Big Data is big. It’s
2.5 quintillion bytes of
data every day big. Proper noun Big. Dr. Dimitri Kanevsky, a Master
Inventor with IBM Research, is applying the techniques to discover meaning
within Big Data to speech transcription and translation.
He recently earned a Tan Chin Tuan Exchange Fellowship in
Engineering from Nanyang Technological University in Singapore for his work in
this area, and lectured on everything from patents, to methods on optimizing
Big Data, and how those methods are used in speech and translation
technologies.
“The
award was given to me for developing methods that allow machines to operate
with large data that mostly is sparse, as in the data contains small amount of
significant information hidden among the volumes of data.
“I led
a team that applied these methods to speech, creating a new field: sparse
representation in speech,” Kanevsky said.
|
Dr. Dimitri Kanevsky delivering his lecture,
Why I Care About Hessian-Free Optimization,
at Nanyang Technological University, Singapore |
Kanevsky, who has been deaf
since early childhood, spoke to the NTU students through a combination i-Pad,
Skype, and human stenographer to put his words on screen (watch one of his NTU lectures,
here). Via wireless Internet loop, Kanevsky spoke; a stenographer
typed; text via a tool called Streamtext appeared on the screen in the
classroom; students read and responded; the stenographer heard the students and
typed again; all in a seamless, real-time flow.
Why all the moving parts? Because understanding speech, like
finding valuable information in any kind of data, requires more than just a
clever algorithm.
Current speech recognition technology is not accurate enough
to understand and transcribe (much less translate) a lecture. The “data” of
variations just in English accents, the distance of someone from a microphone, and
background noise all make it difficult to accurately decode everything being
said. This is why smartphones’ voice recognition technology – and their small
vocabularies – won’t work in these environments. Not to mention, the
translation delay would not be acceptable in a live lecture or discussion.

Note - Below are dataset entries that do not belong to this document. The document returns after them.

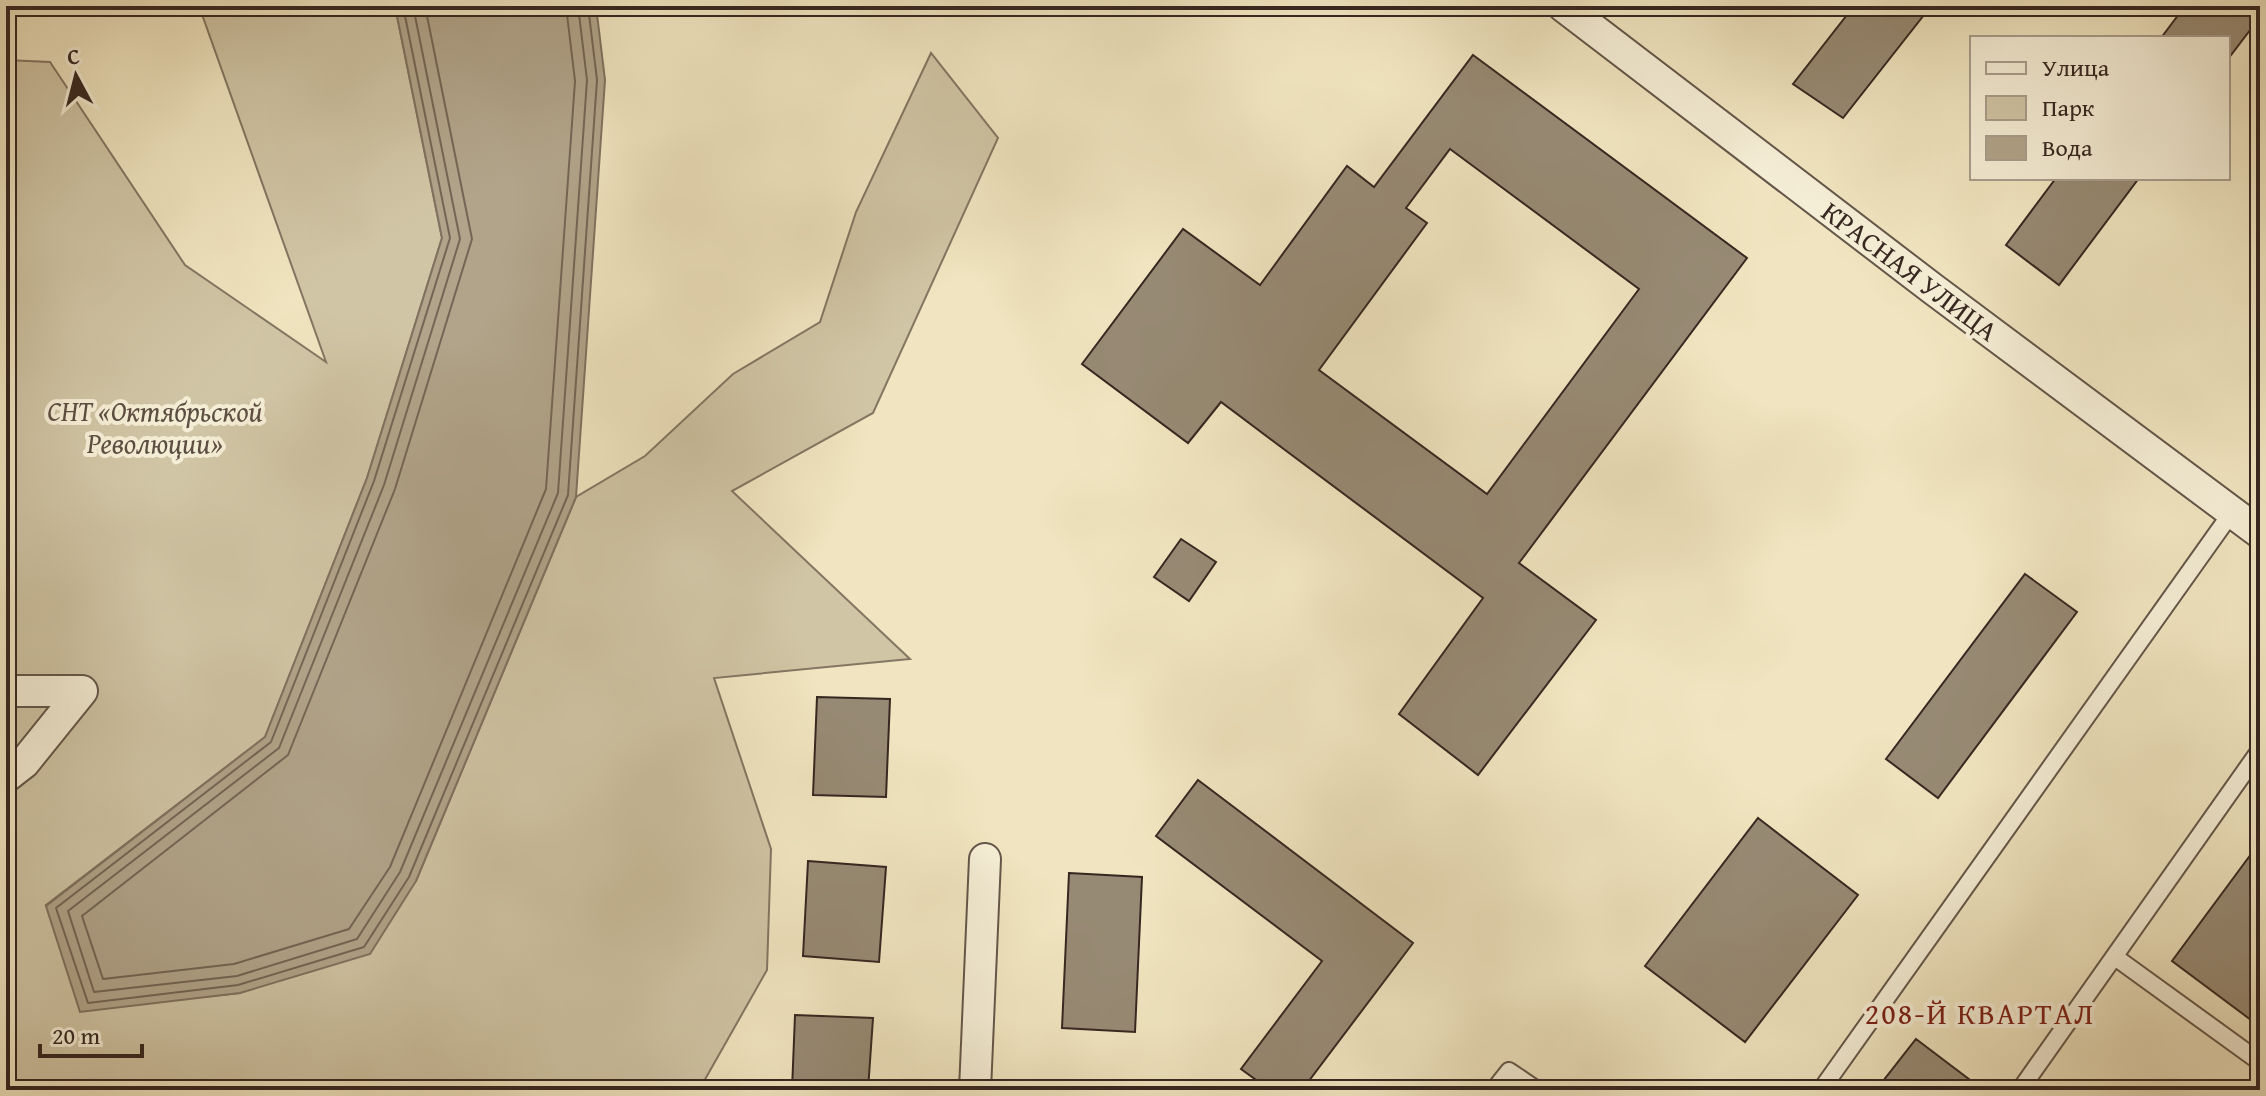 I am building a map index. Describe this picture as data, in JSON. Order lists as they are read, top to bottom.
{
  "streets": {
    "street": ["КРАСНАЯ УЛИЦА"]
  },
  "districts": ["208-Й КВАРТАЛ"],
  "parks": ["СНТ «Октябрьской Революции»"],
  "legend": ["Улица", "Парк", "Вода"],
  "scale_bar": "20 m",
  "north": "top"
}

Kanevsky’s system instead takes advantage of off-the-shelf
components (versus expensive proprietary technology used for television closed
captioning); works over the web; and most-importantly grabs the important
spoken information.
Applying Big Data computing to speech
For a machine to truly process speech data, it needs
cognitive computing – a system with architecture that imitates how the human
brain understands information. IBM Watson’s ability to understand natural
language is just a first piece to a complex cognitive computing puzzle. But as
cognitive computing is applied to Big Data, it will also revolutionize speech
recognition and speech translation.
“One of the biggest challenges facing researchers who
develop cognitive computing for Big Data is to develop faster methods to
process large amount of data through these systems. That is what my team is
developing: efficient and fast algorithms for speech transcription and
translation,” Kanevsky said.
The techniques to find useful information in Big Data and
understand, transcribe, or translate speech are intertwined. Kanevsky explains
this with an example of trying to find audio data that represents spoken
phrases stored in an audio archive.
Kanevsky and a team of collaborators earned a patent in 1997 for developing a way to search
audio using speech recognition. It formed the basis for data mining that
involves pattern recognition technologies.
|
“You have to transcribe all the spoken phrases stored in those
archives. Then, when someone searches for a phrase like ‘I have a dream,’ the
system will find all strings for ‘I have a dream’ within the stored data, and produce
links to audio that contains this spoken phrase,” Kanevsky said.
As data mining
techniques more-efficiently identify small relevant chunks of information from
Big Data, and get applied to speech and translation technologies, it creates
reusable processes for decoding phrases that need to be analyzed to produce a final,
decoded phrase.
Applying transcription and translation to all parts of
life
Kanevsky’s work to route speech transcriptions and translations
over the Internet more than 15 years ago was the world’s first. He’s since put
similar technology into glasses that overlaid text that described or translated
what the user looked at. And he also patented the Artificial
Passenger that converses with drivers to keep them awake.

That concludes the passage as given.